When there’s a power problem in a helicopter, wind pushing up through the blades will provide a certain level of control, assuming the pilot does everything correctly. What makes flying an emergency descent so challenging in a helicopter is that certain steps must be done quickly in order to keep the blades spinning. If the pilot does this, the rotors will turn fast enough that the pilot can perform a shallow glide, or be in control going straight down, sideways, or backwards. A tradeoff to the stable gliding airplane is that a helicopter can be wedged into a very small landing area. Steps 1 through 3 should be done in quick succession.
Understanding energy trades
If you think back to high school physics, you’ll remember the difference between potential and kinetic energy, and how adding them results in total energy. In an autorotation, total energy is divided into three buckets of airspeed, rotor energy, and altitude. As the potential energy in one bucket fills, the kinetic energy from another must drain. Pilots can use this to their advantage by trading rotor speed for altitude or airspeed, and so on. A properly executed autorotation ensures the buckets don’t fully empty until on the ground.

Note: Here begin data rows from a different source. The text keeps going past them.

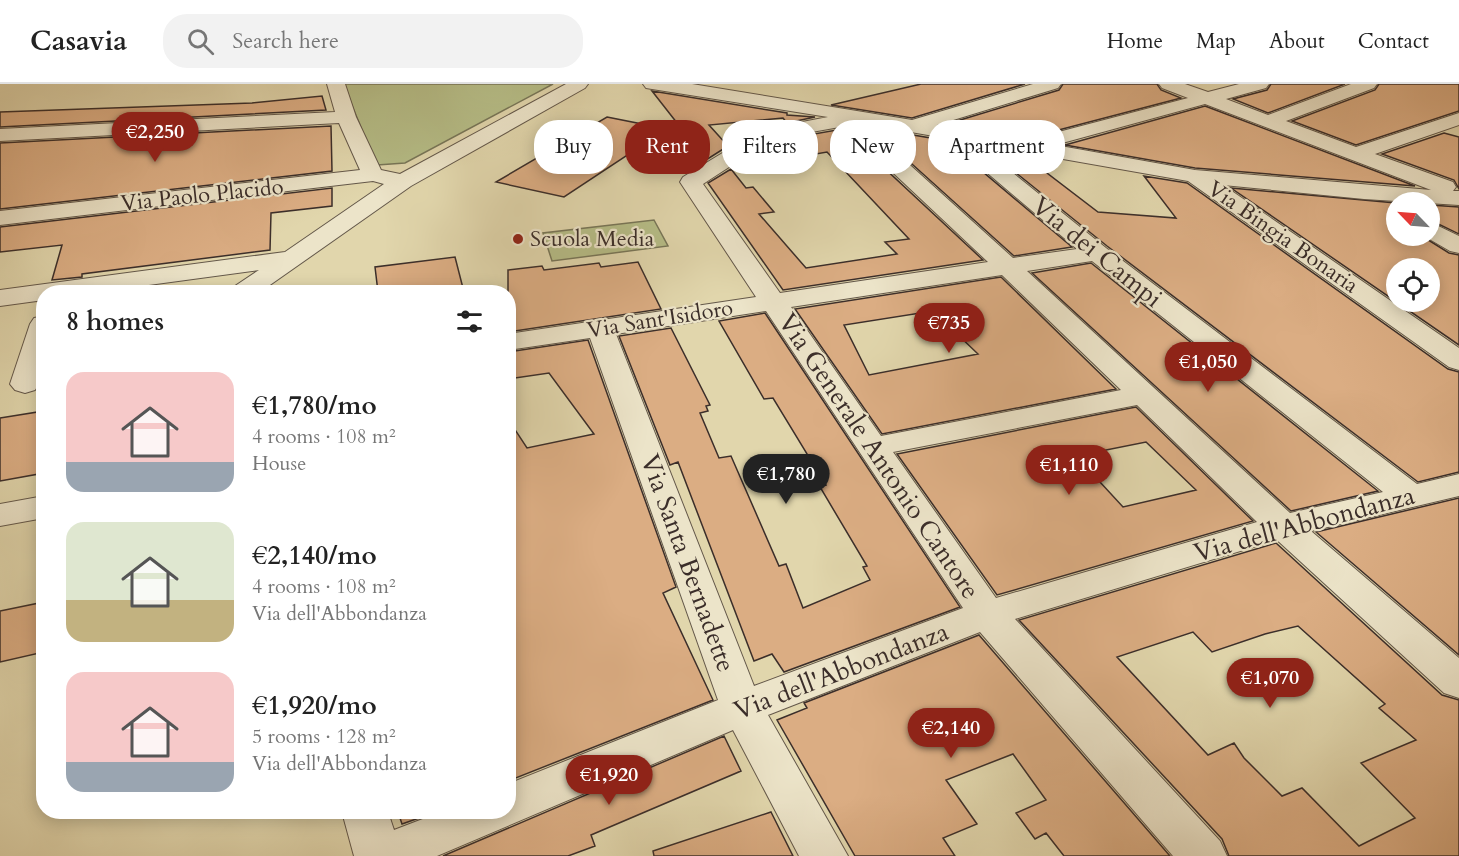 <!DOCTYPE html>
<html lang="en">
<head>
<meta charset="utf-8">
<style>
  body { margin:0; font-family:Cardo,serif; background:#f2f2f2; color:#222; height:100vh; display:flex; flex-direction:column; font-size:22px; white-space:nowrap }
  * { box-sizing:border-box; margin:0 }
  p { font-size:20px; color:#767676 }
  .icon { flex:none; width:33px; height:33px; fill:none; stroke:currentColor; stroke-width:2; stroke-linecap:round; stroke-linejoin:round }
  .map { position:relative; flex:1; overflow:hidden }
  .panel { position:absolute; left:36px; top:201px; width:480px; height:534px; display:flex; flex-direction:column; background:#fff; border-radius:24px; box-shadow:0 3px 15px #0003 }
  .panel>* { flex:none }
  .hud { position:absolute; left:534px; top:36px; width:570px; height:54px; display:flex; gap:12px }
  .needle { width:39px; rotate:295deg }
  .controls { position:absolute; left:1386px; top:108px; display:grid; gap:12px }
  .controls a { display:grid; place-items:center; width:54px; height:54px; border-radius:50%; background:#fff; box-shadow:0 3px 15px #0003; font-size:30px }
  .price { position:absolute; translate:-50% -51px; padding:0 14px; border-radius:21px; background:#8f2418; color:#fff; font-size:20px; line-height:39px; filter:drop-shadow(0 2px 3px #0008) }
  .price::after { content:''; position:absolute; left:50%; top:36px; width:18px; height:14px; margin-left:-9px; background:inherit; clip-path:polygon(0 0,100% 0,50% 100%) }
  .price.on { background:#222; color:#fff }
  ul { padding:0; list-style:none }
  li { display:flex; align-items:center; gap:18px; height:150px; padding:0 30px }
  li span { display:grid; place-items:center; flex:none; width:168px; height:120px; border-radius:18px; color:#555 }
  li>.icon { margin-inline-start:auto }
  span .icon { width:72px; height:72px; fill:#fffc; stroke-width:1 }
  li b { font-size:26px }
  h2 { display:flex; justify-content:space-between; align-items:center; height:72px; padding:0 30px; font-size:26px }
  .pill { padding:0 21px; border-radius:24px; background:#fff; box-shadow:0 3px 15px #0003; font-size:21px; line-height:54px }
  .pill.on { background:#8f2418; color:#fff }
  header { display:flex; align-items:center; gap:36px; box-sizing:border-box; height:84px; padding:0 30px; background:#fff; border-bottom:2px solid #e0e0e0 }
  header strong { font-size:28px }
  nav { display:flex; gap:33px; margin-inline-start:auto; font-size:21px }
  .search { width:420px; height:54px; background:#f2f2f2; display:flex; align-items:center; gap:15px; box-sizing:border-box; padding:0 21px; border-radius:24px; color:#767676; font-size:22px }
  .map>svg:first-child { display:block }
  .green { fill:#b6bd87; stroke:#787658; stroke-width:1.5 }
  .building { fill:#dbad83; stroke:#3b2e2a; stroke-width:1.5; fill-rule:evenodd }
  .lines { fill:none; stroke-linecap:round; stroke-linejoin:round }
  .street-casing { stroke:#64584a; stroke-width:2 }
  .street { fill:#ece4c9; fill-rule:evenodd }
  .poi-dot { fill:#8f2418; stroke:#ece4c9; stroke-width:2 }
  .labels { text-anchor:middle; dominant-baseline:central; stroke-width:4.5; stroke-linejoin:round; paint-order:stroke }
  .far-street-label { font-size:22px; fill:#3b2e2a; stroke:#ece4c9 }
  .far-poi-label { font-size:22px; fill:#3b2e2a; stroke:#ece4c9; text-anchor:start }
  .street-label { font-size:26px; fill:#3b2e2a; stroke:#ece4c9 }
</style>
</head>
<body>
<header>
<strong>Casavia</strong>
<div class="search"><svg class="icon" aria-label="search" viewBox="0 0 24 24"><circle cx="10" cy="10" r="6"/><path d="M15 15l6 6"/></svg>Search here</div>
<nav><a>Home</a><a>Map</a><a>About</a><a>Contact</a></nav>
</header>
<div class="map">
<svg width="1459" height="772" viewBox="0 0 1459 772">
  <rect width="100%" height="100%" fill="#e1d6ac"/>
  <filter id="stains"><feTurbulence type="fractalNoise" baseFrequency=".00333" numOctaves="4"/><feColorMatrix values="0 0 0 0 .2 0 0 0 0 .09 0 0 0 0 .02 0 0 0 .5 -.17"/></filter>
  <radialGradient id="worn" r=".72"><stop offset=".6" stop-color="#630" stop-opacity="0"/><stop offset="1" stop-color="#630" stop-opacity=".3"/></radialGradient>
  <path class="green" d="M 344,0 L 553,0 L 405,79 L 377,81 L 373,79 C 366,51 353,27 344,0 Z
    M 654,136 L 668,162 L 552,177 L 543,149 Z"/>
  <path class="building" d="M 921,0 L 1025,0 L 912,34 L 831,21 Z
    M 1063,0 L 1157,0 L 1161,6 L 1181,14 L 1028,54 L 947,40 L 1059,6 Z
    M 1271,0 L 1345,0 L 1268,29 L 1233,15 L 1267,6 Z
    M 1379,0 L 1459,0 L 1459,27 L 1356,61 L 1292,37 L 1375,6 Z
    M 652,7 L 787,29 L 787,31 L 815,33 L 787,39 L 783,34 L 709,41 L 728,62 L 706,76 Z
    M 322,12 L 326,26 L 0,43 L 0,28 L 252,19 Z
    M 1205,22 L 1415,102 L 1195,84 L 1065,61 Z
    M 607,33 L 667,45 L 564,113 L 496,98 Z
    M 331,42 L 332,87 L 0,125 L 0,59 Z
    M 848,44 L 851,53 L 983,176 L 783,206 L 708,99 L 731,85 L 746,104 L 753,103 L 774,128 L 759,130 L 806,184 L 897,170 L 885,158 L 909,155 L 827,68 L 810,71 L 797,53 Z
    M 872,44 L 954,58 L 957,66 L 1072,163 L 1014,172 Z
    M 1444,49 L 1459,53 L 1459,105 L 1454,96 L 1382,70 Z
    M 985,64 L 1022,70 L 1098,128 L 1176,134 L 1144,92 L 1187,99 L 1448,285 L 1459,288 L 1459,388 L 1418,398 L 1107,162 Z
    M 332,104 L 332,122 L 271,129 L 270,166 L 82,190 L 82,193 L 52,196 L 62,161 L 0,168 L 0,143 Z
    M 1231,104 L 1396,119 L 1396,152 L 1422,152 L 1449,169 L 1459,171 L 1459,261 ZM 1396,184 L 1430,184 L 1430,218 L 1396,218 Z
    M 1430,121 L 1459,123 L 1459,150 L 1430,136 Z
    M 455,173 L 464,208 L 378,208 L 375,183 Z
    M 638,178 L 661,225 L 508,248 L 508,186 L 542,182 L 544,186 L 599,179 L 601,183 Z
    M 1091,179 L 1378,407 L 1291,427 L 1032,189 Z
    M 1001,193 L 1116,305 L 882,350 L 795,225 ZM 933,227 L 978,270 L 869,291 L 844,241 Z
    M 765,229 L 960,523 L 784,588 L 772,570 L 754,577 L 678,378 L 670,381 L 619,252 L 671,244 L 710,321 L 706,322 L 708,327 L 700,329 L 719,374 L 731,372 L 779,482 L 786,480 L 803,524 L 870,496 L 863,483 L 867,482 L 820,403 L 826,401 L 773,314 L 764,315 L 719,237 Z
    M 588,256 L 676,503 L 663,509 L 713,616 L 508,697 L 508,335 L 527,364 L 594,350 L 549,289 L 508,295 L 508,268 Z
    M 1136,323 L 1253,437 L 997,511 L 897,370 ZM 1146,358 L 1196,406 L 1123,423 L 1076,372 Z
    M 44,327 L 44,389 L 0,397 L 0,334 Z
    M 1459,414 L 1459,571 L 1316,448 Z
    M 1276,459 L 1442,611 L 1459,616 L 1459,772 L 1229,772 L 1222,755 L 1019,536 ZM 1298,542 L 1385,620 L 1379,624 L 1416,656 L 1361,679 L 1415,734 L 1359,762 L 1302,704 L 1282,712 L 1244,674 L 1234,659 L 1208,671 L 1117,573 L 1193,548 L 1212,568 L 1265,550 Z
    M 44,518 L 44,568 L 0,578 L 0,527 Z
    M 979,551 L 1170,772 L 1064,772 L 1046,749 L 1035,755 L 1016,729 L 1046,716 L 1013,670 L 946,696 L 977,740 L 943,754 L 955,772 L 855,772 L 777,636 L 807,624 L 804,619 Z
    M 724,652 L 741,687 L 591,751 L 595,762 L 568,772 L 443,772 Z
    M 398,728 L 436,728 L 402,740 Z
    M 771,728 L 793,772 L 654,772 L 653,767 Z"/>
  <g class="lines">
    <g class="street-casing">
      <path id="street" d="M 327,0 L 345,0 L 356,33 L 381,86 L 400,90 L 566,0 L 588,0 L 585,4 L 411,102 L 260,208 L 231,208 L 235,202 L 259,186 L 97,208 L 44,208 L 44,216 L 0,222 L 0,206 L 285,168 L 384,100 L 373,97 L 0,141 L 0,127 L 360,86 L 339,39 L 0,57 L 0,45 L 335,28 Z
        M 643,0 L 692,0 L 912,36 L 1033,0 L 1061,0 L 1058,4 L 937,41 L 1028,56 L 1188,14 L 1162,4 L 1159,0 L 1185,0 L 1208,8 L 1239,0 L 1269,0 L 1266,4 L 1226,15 L 1268,31 L 1351,0 L 1377,0 L 1374,4 L 1286,37 L 1356,63 L 1459,29 L 1459,41 L 1375,70 L 1453,98 L 1456,103 L 1453,107 L 1459,107 L 1459,121 L 1364,115 L 1223,101 L 1459,264 L 1459,286 L 1449,283 L 1188,97 L 977,60 L 1106,164 L 1417,400 L 1459,390 L 1459,412 L 1311,447 L 1459,574 L 1459,614 L 1444,609 L 1277,456 L 1015,535 L 1220,757 L 1227,772 L 1173,772 L 980,548 L 768,631 L 848,772 L 799,772 L 733,646 L 437,772 L 354,772 L 342,728 L 388,728 L 394,746 L 441,728 L 508,728 L 508,700 L 718,616 L 590,254 L 508,266 L 508,250 L 756,213 L 680,98 L 683,93 L 752,51 L 766,45 L 828,33 L 652,5 L 646,4 ZM 1205,20 L 1431,106 L 1195,86 L 1055,61 ZM 851,41 L 850,47 L 853,51 L 988,178 L 780,209 L 703,100 L 766,59 L 778,54 ZM 870,41 L 957,56 L 955,60 L 958,64 L 1077,165 L 1013,174 L 870,45 ZM 1092,177 L 1383,408 L 1290,429 L 1027,187 ZM 1002,191 L 1121,306 L 881,352 L 791,223 ZM 766,227 L 963,524 L 754,602 L 616,250 ZM 1137,321 L 1257,438 L 996,514 L 893,368 Z
        M 1430,138 L 1459,152 L 1459,169 L 1450,167 L 1424,152 L 1430,152 Z
        M 44,232 C 44,255 49,286 35,306 L 25,309 L 15,306 L 10,300 L 30,240 L 34,234 Z
        M 44,412 L 44,434 L 0,442 L 0,420 Z"/>
    </g>
    <use href="#street" class="street"/>
  </g>
  <circle class="poi-dot" cx="518" cy="155" r="6"/>
  <g class="labels">
    <g class="far-street-label">
      <text transform="translate(202 111) rotate(-6)">Via Paolo Placido</text>
      <text transform="translate(1283 153) rotate(35)">Via Bingia Bonaria</text>
      <text transform="translate(660 235) rotate(-9)">Via Sant'Isidoro</text>
    </g>
    <g class="far-poi-label">
      <text x="530" y="155">Scuola Media</text>
    </g>
    <g class="street-label">
      <text transform="translate(1097 168) rotate(39)">Via dei Campi</text>
      <text transform="translate(879 372) rotate(56)">Via Generale Antonio Cantore</text>
      <text transform="translate(1304 440) rotate(-15)">Via dell'Abbondanza</text>
      <text transform="translate(688 479) rotate(70)">Via Santa Bernadette</text>
      <text transform="translate(841 587) rotate(-21)">Via dell'Abbondanza</text>
    </g>
  </g>
  <rect width="100%" height="100%" filter="url(#stains)"/>
  <rect width="100%" height="100%" fill="url(#worn)"/>
</svg>
<div class="controls">
<a><svg class="needle" viewBox="-14 -14 28 28"><path d="M0-13l5 13h-10z" fill="#e53935"/><path d="M0 13l5-13h-10z" fill="#767676"/></svg></a>
<a><svg class="icon" aria-label="locate" viewBox="0 0 24 24"><circle cx="12" cy="12" r="6"/><path d="M12 2v4M12 18v4M2 12h4M18 12h4"/></svg></a>
</div>
<b class="price" style="left:155px;top:79px">€2,250</b>
<b class="price" style="left:949px;top:270px">€735</b>
<b class="price" style="left:1208px;top:309px">€1,050</b>
<b class="price" style="left:1069px;top:412px">€1,110</b>
<b class="price on" style="left:786px;top:421px">€1,780</b>
<b class="price" style="left:1270px;top:625px">€1,070</b>
<b class="price" style="left:951px;top:675px">€2,140</b>
<b class="price" style="left:609px;top:722px">€1,920</b>
<div class="hud">
<a class="pill">Buy</a>
<a class="pill on">Rent</a>
<a class="pill">Filters</a>
<a class="pill">New</a>
<a class="pill">Apartment</a>
</div>
<section class="panel">
<h2>8 homes<svg class="icon" aria-label="filters" viewBox="0 0 24 24"><path d="M4 7h16M4 17h16"/><circle cx="9" cy="7" r="2"/><circle cx="15" cy="17" r="2"/></svg></h2>
<ul>
<li><span style="background:linear-gradient(#f6c9c9 75%,#9aa5b1 0)"><svg class="icon" aria-label="home" viewBox="0 0 24 24"><path d="M3 11l9-7 9 7M6 9v11h12V9"/></svg></span><div><b>€1,780/mo</b><p>4 rooms · 108 m²</p><p>House</p></div></li>
<li><span style="background:linear-gradient(#dfe7d0 65%,#c2b280 0)"><svg class="icon" aria-label="home" viewBox="0 0 24 24"><path d="M3 11l9-7 9 7M6 9v11h12V9"/></svg></span><div><b>€2,140/mo</b><p>4 rooms · 108 m²</p><p>Via dell'Abbondanza</p></div></li>
<li><span style="background:linear-gradient(#f6c9c9 75%,#9aa5b1 0)"><svg class="icon" aria-label="home" viewBox="0 0 24 24"><path d="M3 11l9-7 9 7M6 9v11h12V9"/></svg></span><div><b>€1,920/mo</b><p>5 rooms · 128 m²</p><p>Via dell'Abbondanza</p></div></li>
</ul>
</section>
</div>
</body>
</html>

Turning the rotor without power
In a piston airplane the propeller is directly attached to the engine’s drive shaft. When the engine is turning, so too is the propeller. Helicopters take the engine power through a transmission that turns the main rotor and tail rotor at different rates. But if the engine quits the rotors still need to spin. To fix that problem, helicopters use a sprag clutch that automatically disengages the engine from the drive system any time rotor rpm drops below engine rpm. During an autorotation the rotor is spinning freely.